• _Task brief_
In the records that follow, find each line containing "function" and copy it.

• _The data_
______

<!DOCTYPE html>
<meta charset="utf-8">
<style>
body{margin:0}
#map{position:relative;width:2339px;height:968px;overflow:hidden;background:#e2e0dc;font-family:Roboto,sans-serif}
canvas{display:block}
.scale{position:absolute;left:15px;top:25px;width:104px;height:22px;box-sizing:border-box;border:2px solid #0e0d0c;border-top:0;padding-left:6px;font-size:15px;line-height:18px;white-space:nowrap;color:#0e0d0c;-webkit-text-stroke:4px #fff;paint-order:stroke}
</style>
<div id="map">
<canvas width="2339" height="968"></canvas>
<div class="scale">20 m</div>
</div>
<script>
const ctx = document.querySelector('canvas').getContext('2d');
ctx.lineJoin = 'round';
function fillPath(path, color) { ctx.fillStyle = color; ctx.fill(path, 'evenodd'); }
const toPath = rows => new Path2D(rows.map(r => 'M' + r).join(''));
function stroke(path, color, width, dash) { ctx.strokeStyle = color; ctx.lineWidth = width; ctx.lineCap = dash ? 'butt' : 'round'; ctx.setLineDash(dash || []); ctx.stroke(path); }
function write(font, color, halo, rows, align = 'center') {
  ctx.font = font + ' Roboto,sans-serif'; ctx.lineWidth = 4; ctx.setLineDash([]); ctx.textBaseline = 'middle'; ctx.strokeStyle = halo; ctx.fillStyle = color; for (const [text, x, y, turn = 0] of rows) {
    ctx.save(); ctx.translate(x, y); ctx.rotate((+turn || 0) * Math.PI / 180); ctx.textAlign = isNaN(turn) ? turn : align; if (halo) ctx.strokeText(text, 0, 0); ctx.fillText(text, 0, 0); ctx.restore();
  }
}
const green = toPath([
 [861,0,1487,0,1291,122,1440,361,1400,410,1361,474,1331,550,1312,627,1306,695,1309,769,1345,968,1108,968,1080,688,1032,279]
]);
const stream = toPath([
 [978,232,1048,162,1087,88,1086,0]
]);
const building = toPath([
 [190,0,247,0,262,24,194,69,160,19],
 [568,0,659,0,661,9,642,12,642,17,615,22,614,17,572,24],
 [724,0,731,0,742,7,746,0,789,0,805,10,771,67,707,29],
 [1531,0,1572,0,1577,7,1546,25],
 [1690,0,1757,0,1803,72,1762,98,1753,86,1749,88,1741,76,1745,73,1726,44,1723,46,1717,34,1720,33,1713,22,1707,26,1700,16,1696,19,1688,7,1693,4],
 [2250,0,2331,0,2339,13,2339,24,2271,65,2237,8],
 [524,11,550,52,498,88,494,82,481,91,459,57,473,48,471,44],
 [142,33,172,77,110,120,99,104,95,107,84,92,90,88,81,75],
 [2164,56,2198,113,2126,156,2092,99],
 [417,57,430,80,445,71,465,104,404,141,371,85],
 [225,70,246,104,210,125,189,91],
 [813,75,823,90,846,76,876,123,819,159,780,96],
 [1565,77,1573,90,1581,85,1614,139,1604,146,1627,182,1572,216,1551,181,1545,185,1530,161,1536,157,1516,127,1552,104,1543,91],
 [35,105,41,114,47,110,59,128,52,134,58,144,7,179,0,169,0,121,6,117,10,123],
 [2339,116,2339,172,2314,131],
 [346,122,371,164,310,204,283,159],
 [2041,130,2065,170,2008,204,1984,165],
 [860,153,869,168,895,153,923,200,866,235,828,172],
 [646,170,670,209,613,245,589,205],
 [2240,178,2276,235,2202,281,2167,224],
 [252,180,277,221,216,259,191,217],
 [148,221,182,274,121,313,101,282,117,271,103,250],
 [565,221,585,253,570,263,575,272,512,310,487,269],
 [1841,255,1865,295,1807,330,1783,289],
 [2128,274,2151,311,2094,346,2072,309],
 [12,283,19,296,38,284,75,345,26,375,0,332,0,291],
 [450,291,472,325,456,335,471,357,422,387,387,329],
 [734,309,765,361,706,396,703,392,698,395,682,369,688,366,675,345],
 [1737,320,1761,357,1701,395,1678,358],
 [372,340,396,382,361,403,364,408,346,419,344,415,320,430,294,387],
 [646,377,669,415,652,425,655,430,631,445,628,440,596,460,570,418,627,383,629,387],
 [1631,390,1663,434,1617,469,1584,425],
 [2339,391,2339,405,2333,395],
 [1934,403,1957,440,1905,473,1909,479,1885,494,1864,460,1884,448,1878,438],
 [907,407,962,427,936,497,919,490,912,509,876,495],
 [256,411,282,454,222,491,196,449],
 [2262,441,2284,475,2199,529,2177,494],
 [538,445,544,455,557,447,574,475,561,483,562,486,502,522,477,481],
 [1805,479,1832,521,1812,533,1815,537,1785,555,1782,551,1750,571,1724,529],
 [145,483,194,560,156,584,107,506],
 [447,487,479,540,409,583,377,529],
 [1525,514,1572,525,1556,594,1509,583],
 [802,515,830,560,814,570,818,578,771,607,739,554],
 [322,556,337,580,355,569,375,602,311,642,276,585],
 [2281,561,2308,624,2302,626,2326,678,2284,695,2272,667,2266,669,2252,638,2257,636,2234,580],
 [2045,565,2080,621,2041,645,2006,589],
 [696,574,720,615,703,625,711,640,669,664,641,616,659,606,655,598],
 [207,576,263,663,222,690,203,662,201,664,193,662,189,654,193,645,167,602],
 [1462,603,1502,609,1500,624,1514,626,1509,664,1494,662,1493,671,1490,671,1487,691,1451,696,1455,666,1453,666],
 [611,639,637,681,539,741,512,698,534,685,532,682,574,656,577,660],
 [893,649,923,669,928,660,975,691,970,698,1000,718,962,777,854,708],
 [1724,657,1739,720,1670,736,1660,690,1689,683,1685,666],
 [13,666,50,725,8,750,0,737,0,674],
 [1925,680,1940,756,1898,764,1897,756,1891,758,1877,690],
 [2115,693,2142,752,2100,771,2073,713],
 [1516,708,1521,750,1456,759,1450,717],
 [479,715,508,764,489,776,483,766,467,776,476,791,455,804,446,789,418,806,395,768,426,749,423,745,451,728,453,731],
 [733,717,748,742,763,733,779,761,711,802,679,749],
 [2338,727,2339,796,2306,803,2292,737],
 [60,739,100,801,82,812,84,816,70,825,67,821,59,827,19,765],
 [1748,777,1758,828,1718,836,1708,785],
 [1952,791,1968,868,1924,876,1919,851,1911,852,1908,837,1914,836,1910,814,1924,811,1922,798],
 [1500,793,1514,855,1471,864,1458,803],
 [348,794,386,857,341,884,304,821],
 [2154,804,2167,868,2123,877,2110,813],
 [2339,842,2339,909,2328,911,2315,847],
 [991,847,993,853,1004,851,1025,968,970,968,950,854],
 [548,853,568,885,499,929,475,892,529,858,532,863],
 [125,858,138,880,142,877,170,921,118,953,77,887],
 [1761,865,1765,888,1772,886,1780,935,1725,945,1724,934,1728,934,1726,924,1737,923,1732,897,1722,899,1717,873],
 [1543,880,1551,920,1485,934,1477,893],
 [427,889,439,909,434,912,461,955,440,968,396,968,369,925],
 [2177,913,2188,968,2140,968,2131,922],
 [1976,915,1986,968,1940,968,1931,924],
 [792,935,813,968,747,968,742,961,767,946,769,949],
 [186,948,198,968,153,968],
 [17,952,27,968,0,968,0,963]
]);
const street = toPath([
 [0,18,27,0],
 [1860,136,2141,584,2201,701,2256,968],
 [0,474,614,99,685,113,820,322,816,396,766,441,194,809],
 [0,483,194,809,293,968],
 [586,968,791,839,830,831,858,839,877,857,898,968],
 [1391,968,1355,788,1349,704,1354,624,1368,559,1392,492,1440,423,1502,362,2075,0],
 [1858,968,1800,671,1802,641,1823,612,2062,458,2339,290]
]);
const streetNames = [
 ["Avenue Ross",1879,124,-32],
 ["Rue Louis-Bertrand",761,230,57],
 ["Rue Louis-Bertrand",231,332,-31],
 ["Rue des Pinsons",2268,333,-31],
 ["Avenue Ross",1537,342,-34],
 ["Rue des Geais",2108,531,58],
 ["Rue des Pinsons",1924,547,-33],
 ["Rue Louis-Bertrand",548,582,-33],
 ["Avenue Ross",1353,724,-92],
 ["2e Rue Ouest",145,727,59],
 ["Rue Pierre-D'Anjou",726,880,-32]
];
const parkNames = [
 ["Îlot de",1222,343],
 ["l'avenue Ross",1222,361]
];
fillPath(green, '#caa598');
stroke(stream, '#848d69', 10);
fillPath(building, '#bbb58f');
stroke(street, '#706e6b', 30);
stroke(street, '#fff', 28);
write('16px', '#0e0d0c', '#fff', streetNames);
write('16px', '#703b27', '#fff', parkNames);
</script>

______

• _Response to this task_
function fillPath(path, color) { ctx.fillStyle = color; ctx.fill(path, 'evenodd'); }
function stroke(path, color, width, dash) { ctx.strokeStyle = color; ctx.lineWidth = width; ctx.lineCap = dash ? 'butt' : 'round'; ctx.setLineDash(dash || []); ctx.stroke(path); }
function write(font, color, halo, rows, align = 'center') {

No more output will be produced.